The SCORE International Baja 1000 is a challenge that most people can’t even fathom. The Baja Peninsula is a place of rugged beauty where nature rules supreme. The locals learn to go with the flow and take their time., while racers are doing the opposite.
Driving through rocks, silt, sand, dust, and water crossings, all at break-neck speeds, it’s a wonder that anyone makes it to the finish at all. With over 400 entries for this 50th anniversary race, there are countless stories of determination, ingenuity, and grit.
Much of the fanfare is lavished on the unlimited Trophy Truck class. These marvels of modern technology and brute force compete for the coveted overall win. The overall win goes to the fastest (lowest) elapsed time on the course.
The Trophy Trucks have dominated the 4 wheel classes in the modern era. They must resemble a truck; all else is unlimited. They are designed for the rough terrain with over two feet of wheel travel in front, and over three feet in the rear that is controlled by massive shock absorbers.
Their 900 horsepower engines belt out a menacing snarl as they crash through the terrain at break-neck speeds. It’s no wonder that the Baja race fans are such fanatics; the spectacle is incredible. The 50th anniversary race held added significance; everyone wanted to put their names in the history books. As the miles wore on, trucks were succumbing to the brutal terrain.

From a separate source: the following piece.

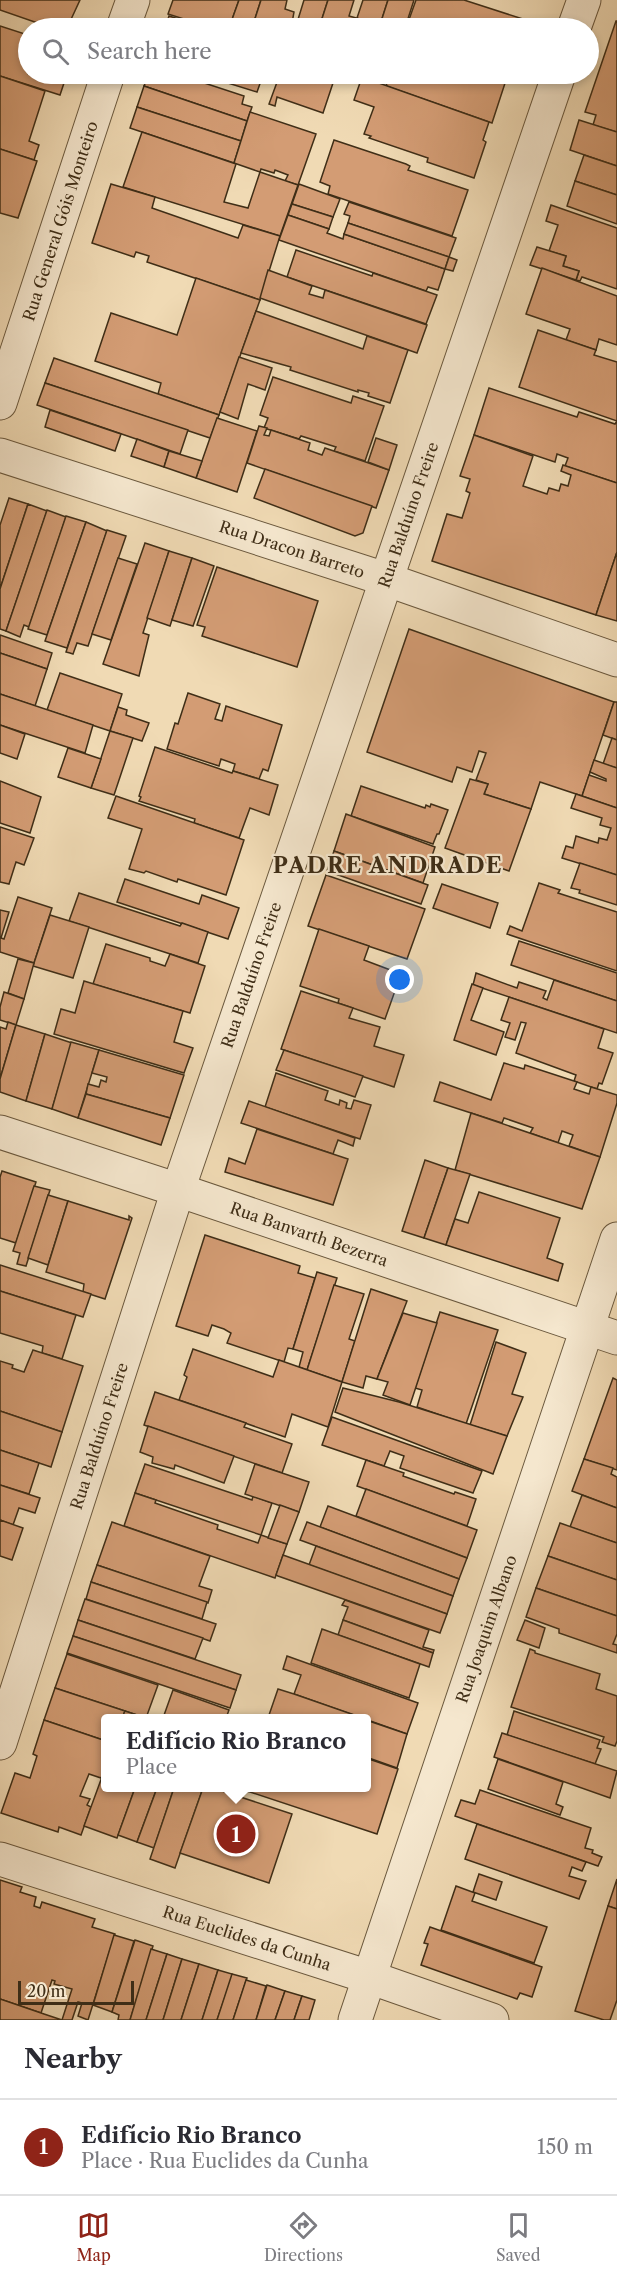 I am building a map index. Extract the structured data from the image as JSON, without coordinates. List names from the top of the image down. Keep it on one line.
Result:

Rob MacCachren, who some say is the best ever, was going for his fourth straight Baja 1000 victory. He was sidelined with engine failure. Fan Favorite and pole-sitter Robby Gordon also had mechanical issues that dropped him back in the field.
The super team of Tavo Vildosola and Andy McMillin, both previous B1K winners, also suffered a blown engine. Andy’s Cousin Luke took a turn at the front, but a broken shock in the final 200 miles cost him and teammate Larry Roeseler the win.
Running a solid pace and biding their time was the father and son team of Apdaly and Juan Lopez. Not only did Apdaly win the 50th anniversary race, but he did it carrying the number 1 plate on his truck. It was a huge moment of pride for the Mexican fans that saw one of their own countrymen win such a historic race.
“It was a very rough race and the course was very dusty but we are here,” said Apdaly, “Just before the sunset, the fog on the beach was very bad. We have been looking forward to this for a year and everything went as we planned it.”
“Next year we are going to try and win another championship,” Apdaly continued. “This win is significant to me because I’ve always dreamed of winning the BFGoodrich Tires SCORE Baja 1000 and to win with my dad is amazing. Baja is family and my little brother is driving a Class 1 so my whole family is racing in the 1000. My mom was on the highway chasing for us.”
Finishing in second place was Cameron Steele. Steele has had an incredible season but without the results to show it. He had the win in the bag at the San Felipe 250 but a ring and pinion failure in the final miles took him out.
His second place podium does not make up for San Felipe but it backs up his performance and sends a message to the rest of the field. Rounding out the overall podium was Dan McMillin, Luke’s older Brother.
Dan teamed with the veteran Gary Weyhrich and his TSCO team. Adding to the drama of an already intense race, within a stone’s throw from the finish, they tipped the truck over on its lid in a sandy corner. With help from the ever-present Mexican fans, they got the truck back on 4 wheels and made it across the line for their third-place finish.
Class 10 Makes A Charge
Normally the unlimited class one cars are at the top of the field, just behind the Trophy Trucks. The Class 1’s are unlimited open-wheeled cars. Instead, class ten competitor Cody Reid and the impressive team of hard chargers he assembled beat all the Class 1’s and even passed a Trophy Truck before they finished.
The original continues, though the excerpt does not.